Dia mencatat bahwa pengadilan pada hari yang sama menolak enam petisi serupa, dengan alasan bahwa batasan usia adalah hak prerogatif badan legislatif selaku pembuat undang-undang.
Sementara kubu penerima berpendapat pejabat negara yang berpengalaman sebagai kepala daerah baik tingkat satu atau tingkat dua serta anggota parlemen pusat dan daerah sesungguhnya layak untuk berpartisipasi dalam kontestasi pimpinan nasional sebagai calon presiden dan calon wakil presiden dalam pemilu, meskipun berusia di bawah 40 tahun.
Salah satu hakim konstitusi yang termasuk dalam kubu yang mengabulkan gugatan tersebut adalah Ketua MK Anwar Usman yang juga saudara ipar Presiden Jokowi.
Melanggengkan otoritarianisme
Ketua Dewan Nasional SETARA Institute, Hendardi mengamini pernyataan Arief, dengan menyebut pemerintahan saat ini memang dapat dianggap lebih buruk dalam melanggengkan kekuasaan dan menjalankan otoritarianisme.
Hendardi merujuk penyalahgunaan lembaga peradilan seperti MK yang dipakai untuk melanggengkan kekuasaan secara demokratis.
"Saat Orde Baru diperagakan terang-terangan, tapi otoritarianisme saat ini dipermak seolah-olah demokratis dengan menggunakan lembaga peradilan," kata Hendardi kepada BenarNews.

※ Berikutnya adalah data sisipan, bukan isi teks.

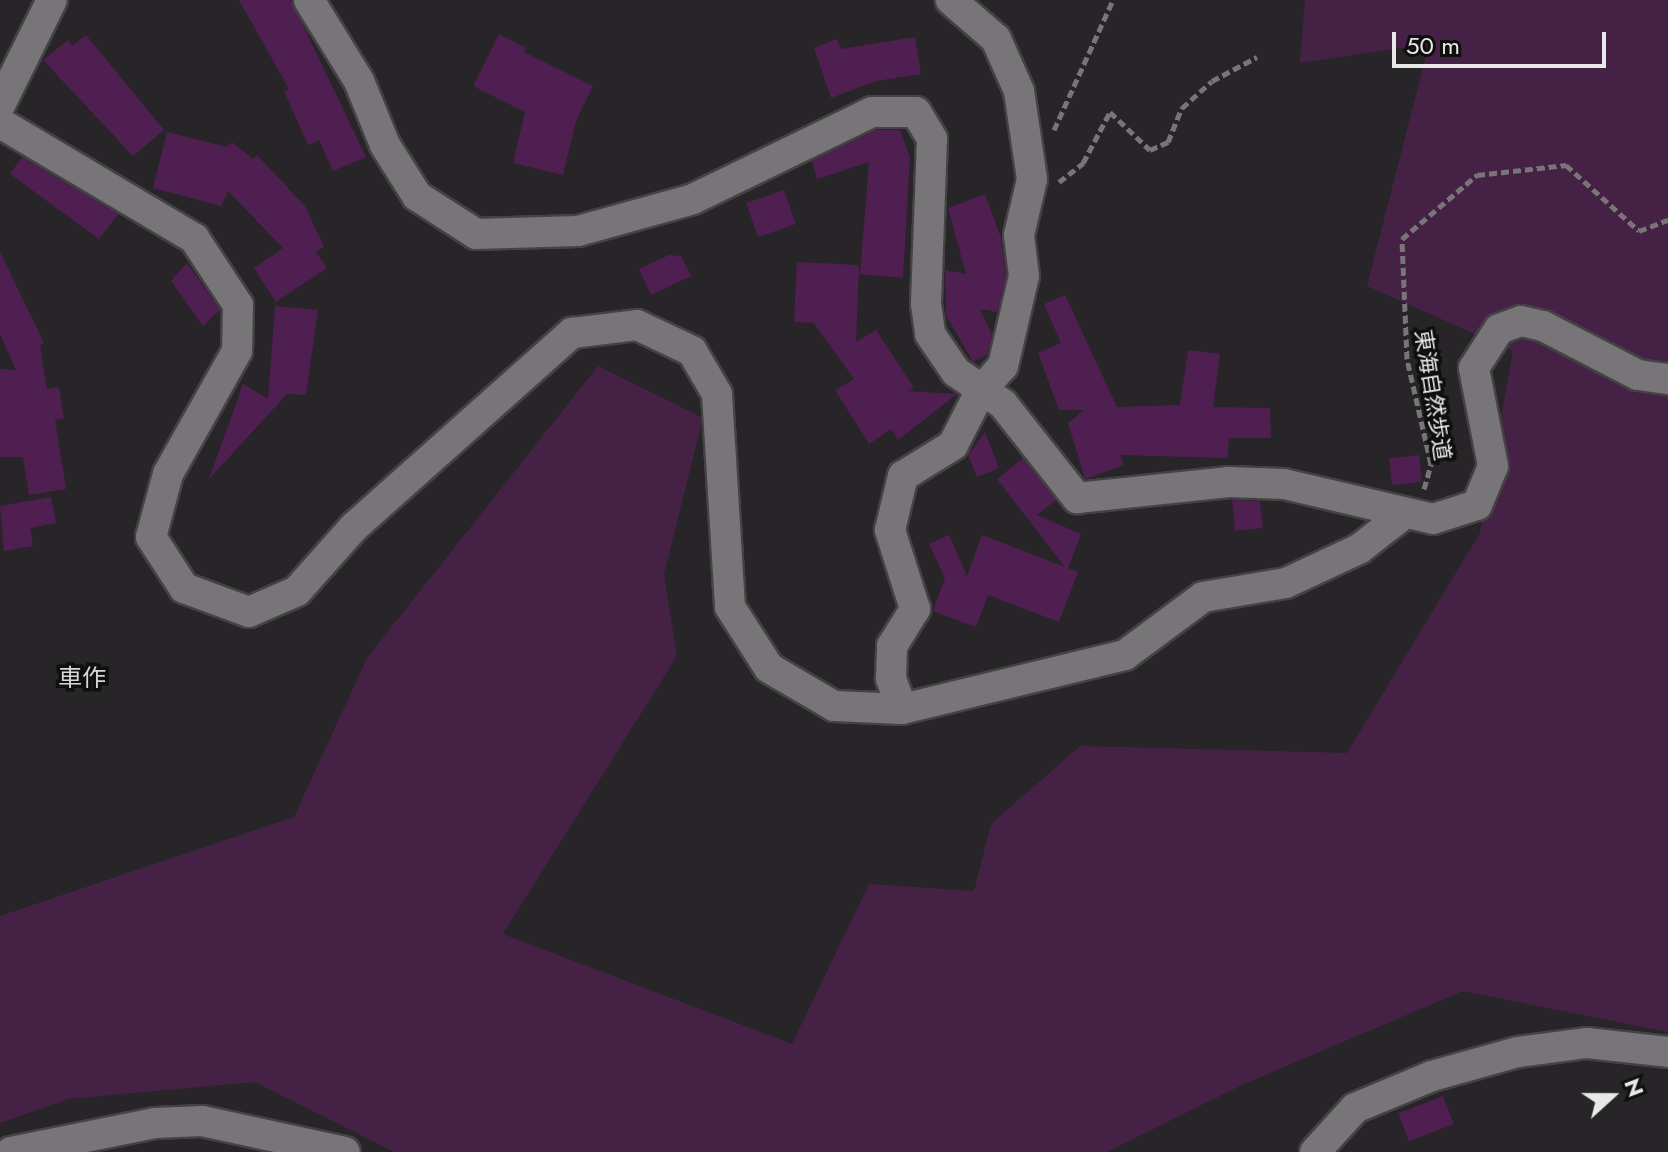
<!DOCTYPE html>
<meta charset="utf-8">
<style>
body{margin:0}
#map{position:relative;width:1668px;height:1152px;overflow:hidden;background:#272527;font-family:Jost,"Noto Sans JP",sans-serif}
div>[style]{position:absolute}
.green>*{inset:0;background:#452245}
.building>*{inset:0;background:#501f51;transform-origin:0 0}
.path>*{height:5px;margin-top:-2.5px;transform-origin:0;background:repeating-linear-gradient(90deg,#777577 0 8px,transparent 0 12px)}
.roads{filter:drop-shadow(2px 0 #444244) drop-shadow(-2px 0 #444244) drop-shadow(0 2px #444244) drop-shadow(0 -2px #444244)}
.minor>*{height:30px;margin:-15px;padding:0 15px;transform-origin:15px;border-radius:15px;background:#777577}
span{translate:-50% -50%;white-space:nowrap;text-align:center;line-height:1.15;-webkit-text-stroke:7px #100f0f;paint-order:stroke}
.street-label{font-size:22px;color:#e9e8e9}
.neighbourhood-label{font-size:24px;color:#d8d6d8}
.north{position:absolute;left:1572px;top:1056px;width:80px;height:80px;-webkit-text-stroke:6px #100f0f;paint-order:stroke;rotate:69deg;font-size:22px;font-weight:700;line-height:32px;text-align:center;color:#e9e8e9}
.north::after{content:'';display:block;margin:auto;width:28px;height:36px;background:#e9e8e9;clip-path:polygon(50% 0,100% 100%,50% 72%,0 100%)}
.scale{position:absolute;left:1392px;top:32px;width:214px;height:36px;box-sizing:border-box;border:4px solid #e9e8e9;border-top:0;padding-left:10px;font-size:24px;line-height:28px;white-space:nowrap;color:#e9e8e9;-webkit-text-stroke:6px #100f0f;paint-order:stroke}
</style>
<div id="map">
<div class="green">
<div style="clip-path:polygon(1305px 0,1668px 0,1668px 1032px,1463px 991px,1242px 1085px,1107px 1152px,394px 1152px,255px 1082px,68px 1099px,0 1123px,0 916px,294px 817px,367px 658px,598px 366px,703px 418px,664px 575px,677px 656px,503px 934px,792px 1044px,869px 884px,974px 891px,991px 824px,1080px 746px,1347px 753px,1480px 533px,1513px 351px,1367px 286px,1429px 44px,1300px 63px)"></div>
</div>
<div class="building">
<div style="clip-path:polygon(239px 0,291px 0,366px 157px,333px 171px,319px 140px,308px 145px,284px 91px,289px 89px)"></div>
<div style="clip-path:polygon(499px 34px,526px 48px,524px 52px,593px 86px,576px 121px,563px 175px,513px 163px,525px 112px,473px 86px)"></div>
<div style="clip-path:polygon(86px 35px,164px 130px,133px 156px,43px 60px,68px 40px,72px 46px)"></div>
<div style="clip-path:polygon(915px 37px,921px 74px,876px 81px,831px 98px,814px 48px,837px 39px,841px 49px)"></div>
<div style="clip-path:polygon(876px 130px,900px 130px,910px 157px,903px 278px,860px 274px,869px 162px,817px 179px,812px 161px)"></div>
<div style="clip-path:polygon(167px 132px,227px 147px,232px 142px,253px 159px,257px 155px,305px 206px,324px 247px,316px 252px,327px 268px,276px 302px,254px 268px,283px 248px,228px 191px,221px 206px,153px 188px)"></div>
<div style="clip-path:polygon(22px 157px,118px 214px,99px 239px,10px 174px)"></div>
<div style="left:784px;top:190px;width:36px;height:40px;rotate:71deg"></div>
<div style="clip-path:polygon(985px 194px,1001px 238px,1006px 275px,997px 312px,980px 309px,992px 335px,987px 355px,973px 362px,946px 315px,945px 270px,966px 274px,948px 208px)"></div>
<div style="clip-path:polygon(0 252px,44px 343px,40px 345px,47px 389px,59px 387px,64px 418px,55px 420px,66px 489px,29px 495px,23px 457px,0 457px,0 369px,16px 370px,0 334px)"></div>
<div style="clip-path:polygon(669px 255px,681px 256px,691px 276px,651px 295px,639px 269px)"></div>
<div style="clip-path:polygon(797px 262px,859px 265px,856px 342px,876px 330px,914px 388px,907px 391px,957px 394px,898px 440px,891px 429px,869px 444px,835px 390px,854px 379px,814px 323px,794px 322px)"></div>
<div style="clip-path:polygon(187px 263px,220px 310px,203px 326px,171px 281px)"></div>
<div style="clip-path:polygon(1065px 295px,1117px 407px,1180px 405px,1188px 350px,1220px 354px,1213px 407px,1270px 408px,1271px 438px,1229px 438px,1228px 458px,1120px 455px,1124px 465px,1085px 479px,1068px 423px,1084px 410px,1059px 410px,1038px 353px,1061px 343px,1044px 304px)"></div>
<div style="clip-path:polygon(275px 306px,318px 310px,306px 395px,287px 394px,209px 479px,243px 384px,268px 399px)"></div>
<div style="clip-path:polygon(985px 432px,999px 468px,977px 477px,968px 455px)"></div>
<div style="left:1419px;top:455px;width:27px;height:30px;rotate:84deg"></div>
<div style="clip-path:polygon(1023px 458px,1056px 500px,1037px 515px,1081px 534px,1068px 568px,1078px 572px,1059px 622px,988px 595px,976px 627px,933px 611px,945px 578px,929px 544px,949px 535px,967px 576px,982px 535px,1065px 567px,997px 479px)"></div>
<div style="clip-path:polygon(51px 497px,56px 523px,30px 528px,33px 546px,4px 551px,0 506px)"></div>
<div style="clip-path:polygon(1232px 500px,1260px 501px,1263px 528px,1235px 531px)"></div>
<div style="left:1443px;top:1096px;width:30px;height:48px;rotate:69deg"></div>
</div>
<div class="path">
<div style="left:1054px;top:130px;width:143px;rotate:-65.6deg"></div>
<div style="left:1059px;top:182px;width:31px;rotate:-38deg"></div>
<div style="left:1083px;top:163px;width:58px;rotate:-62.1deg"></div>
<div style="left:1110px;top:112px;width:55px;rotate:43.5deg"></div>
<div style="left:1150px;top:150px;width:20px;rotate:-24deg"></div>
<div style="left:1168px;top:142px;width:37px;rotate:-68deg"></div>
<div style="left:1182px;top:108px;width:40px;rotate:-42deg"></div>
<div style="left:1212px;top:81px;width:51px;rotate:-28.1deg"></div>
<div style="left:1424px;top:489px;width:26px;rotate:-74deg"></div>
<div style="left:1431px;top:464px;width:108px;rotate:-102.9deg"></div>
<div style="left:1407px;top:359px;width:120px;rotate:-92.4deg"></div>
<div style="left:1402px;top:239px;width:99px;rotate:-40.5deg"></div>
<div style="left:1477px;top:175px;width:90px;rotate:-6.4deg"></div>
<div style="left:1566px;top:165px;width:98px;rotate:42.1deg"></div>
<div style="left:1639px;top:231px;width:31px;rotate:-21deg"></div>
</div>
<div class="roads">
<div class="minor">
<div style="left:309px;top:0;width:95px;rotate:58.3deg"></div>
<div style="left:359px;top:81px;width:69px;rotate:67.9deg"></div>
<div style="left:385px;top:145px;width:60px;rotate:57.9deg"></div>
<div style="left:417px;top:196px;width:70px;rotate:32.8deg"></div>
<div style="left:476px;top:234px;width:102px;rotate:-1.7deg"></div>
<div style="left:578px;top:231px;width:119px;rotate:-15.5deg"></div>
<div style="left:693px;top:199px;width:199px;rotate:-25.9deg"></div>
<div style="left:872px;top:112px;width:44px"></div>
<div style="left:916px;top:112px;width:31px;rotate:59deg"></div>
<div style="left:932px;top:139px;width:165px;rotate:92.1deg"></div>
<div style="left:926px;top:304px;width:30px;rotate:82deg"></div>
<div style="left:930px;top:334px;width:46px;rotate:55.6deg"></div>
<div style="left:956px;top:372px;width:57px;rotate:34.2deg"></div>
<div style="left:1003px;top:404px;width:120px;rotate:51.8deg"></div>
<div style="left:1077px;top:498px;width:153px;rotate:-6deg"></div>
<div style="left:1229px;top:482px;width:55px;rotate:2.1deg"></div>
<div style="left:1284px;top:484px;width:153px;rotate:13.2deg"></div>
<div style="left:1433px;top:519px;width:46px;rotate:-17.7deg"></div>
<div style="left:1477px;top:505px;width:42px;rotate:-67.7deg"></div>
<div style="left:1493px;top:466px;width:100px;rotate:-101deg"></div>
<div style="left:1474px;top:368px;width:46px;rotate:-57.3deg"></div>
<div style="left:1499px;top:329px;width:23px;rotate:-20deg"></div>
<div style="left:1521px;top:321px;width:23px;rotate:13deg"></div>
<div style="left:1543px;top:326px;width:107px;rotate:27.3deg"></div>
<div style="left:1638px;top:375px;width:30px;rotate:8deg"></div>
<div style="left:0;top:105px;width:117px;rotate:-63.7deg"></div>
<div style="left:0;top:123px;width:226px;rotate:30.7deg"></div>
<div style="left:194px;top:238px;width:80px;rotate:56.7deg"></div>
<div style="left:238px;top:305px;width:46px;rotate:91.2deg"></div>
<div style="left:237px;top:351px;width:141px;rotate:119.3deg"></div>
<div style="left:168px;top:474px;width:65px;rotate:105.1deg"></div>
<div style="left:151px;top:537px;width:61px;rotate:57.1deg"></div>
<div style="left:184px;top:588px;width:69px;rotate:20.3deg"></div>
<div style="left:249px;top:612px;width:52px;rotate:-23.6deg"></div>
<div style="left:297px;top:591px;width:86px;rotate:-48.3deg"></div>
<div style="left:354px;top:527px;width:292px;rotate:-41.7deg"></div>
<div style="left:572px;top:333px;width:65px;rotate:-7deg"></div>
<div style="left:637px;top:325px;width:61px;rotate:25.3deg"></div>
<div style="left:692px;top:351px;width:50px;rotate:59.8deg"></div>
<div style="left:717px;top:394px;width:213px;rotate:86.5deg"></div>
<div style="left:730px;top:607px;width:72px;rotate:57.4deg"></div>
<div style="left:769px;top:668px;width:75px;rotate:30.3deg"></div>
<div style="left:834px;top:706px;width:68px;rotate:2.5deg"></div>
<div style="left:902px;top:709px;width:229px;rotate:-13.6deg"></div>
<div style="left:1125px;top:655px;width:97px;rotate:-36.6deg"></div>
<div style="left:1203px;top:597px;width:84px;rotate:-9.6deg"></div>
<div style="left:1286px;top:583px;width:81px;rotate:-25deg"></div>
<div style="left:1359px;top:549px;width:57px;rotate:-37.9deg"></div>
<div style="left:902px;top:709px;width:33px;rotate:-110deg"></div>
<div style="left:891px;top:678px;width:32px;rotate:-88deg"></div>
<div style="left:892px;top:646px;width:44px;rotate:-58.1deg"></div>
<div style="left:915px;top:609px;width:83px;rotate:-107.6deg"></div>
<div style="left:890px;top:530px;width:56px;rotate:-76.5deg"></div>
<div style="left:903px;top:476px;width:59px;rotate:-31.8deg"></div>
<div style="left:953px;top:445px;width:59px;rotate:-63deg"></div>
<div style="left:980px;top:392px;width:35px;rotate:-49deg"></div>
<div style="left:1003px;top:366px;width:92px;rotate:-76.9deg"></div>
<div style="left:1024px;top:276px;width:41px;rotate:-97deg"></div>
<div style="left:1019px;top:235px;width:57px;rotate:-76.9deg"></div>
<div style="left:1032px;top:179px;width:89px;rotate:-98.4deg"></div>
<div style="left:1019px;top:91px;width:57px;rotate:-113.9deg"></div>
<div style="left:996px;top:39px;width:60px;rotate:-139.1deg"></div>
<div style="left:11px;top:1152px;width:147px;rotate:-11.4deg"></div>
<div style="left:155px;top:1123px;width:47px;rotate:-2.4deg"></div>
<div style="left:202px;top:1121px;width:146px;rotate:12.2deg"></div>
<div style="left:1315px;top:1152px;width:59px;rotate:-47.7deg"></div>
<div style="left:1355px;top:1108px;width:83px;rotate:-22.6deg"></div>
<div style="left:1432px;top:1076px;width:89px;rotate:-15.6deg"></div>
<div style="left:1518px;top:1052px;width:70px;rotate:-7.4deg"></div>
<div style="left:1587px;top:1043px;width:81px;rotate:6.3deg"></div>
</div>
</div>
<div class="street-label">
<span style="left:1433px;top:395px;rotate:81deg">東海自然歩道</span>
</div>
<div class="neighbourhood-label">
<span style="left:82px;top:678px">車作</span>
</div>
<div class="north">N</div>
<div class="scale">50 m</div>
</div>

Kepala Departemen Politik dan Perubahan Sosial Centre for Strategic and International Studies (CSIS) Arya Fernandes menambahkan bahwa kondisi demokrasi Indonesia memang dapat dikatakan tidak baik sepanjang sembilan tahun kepemimpinan Jokowi.
Sebelum keputusan MK yang mengubah batas usia minimal pencalonan presiden dan wakil presiden, Arya merujuk kepada manuver penggaungan wacana perpanjangan masa jabatan presiden atau perubahan tiga periode dan pernyataan yang menyebut bahwa Jokowi memiliki informasi intelijen terkait manuver partai-partai politik.
"Dalam demokrasi, ya, kita memang tidak baik-baik saja. Penggunaan instrumen pemerintahan untuk mencapai tujuan tertentu," ujarnya kepada BenarNews.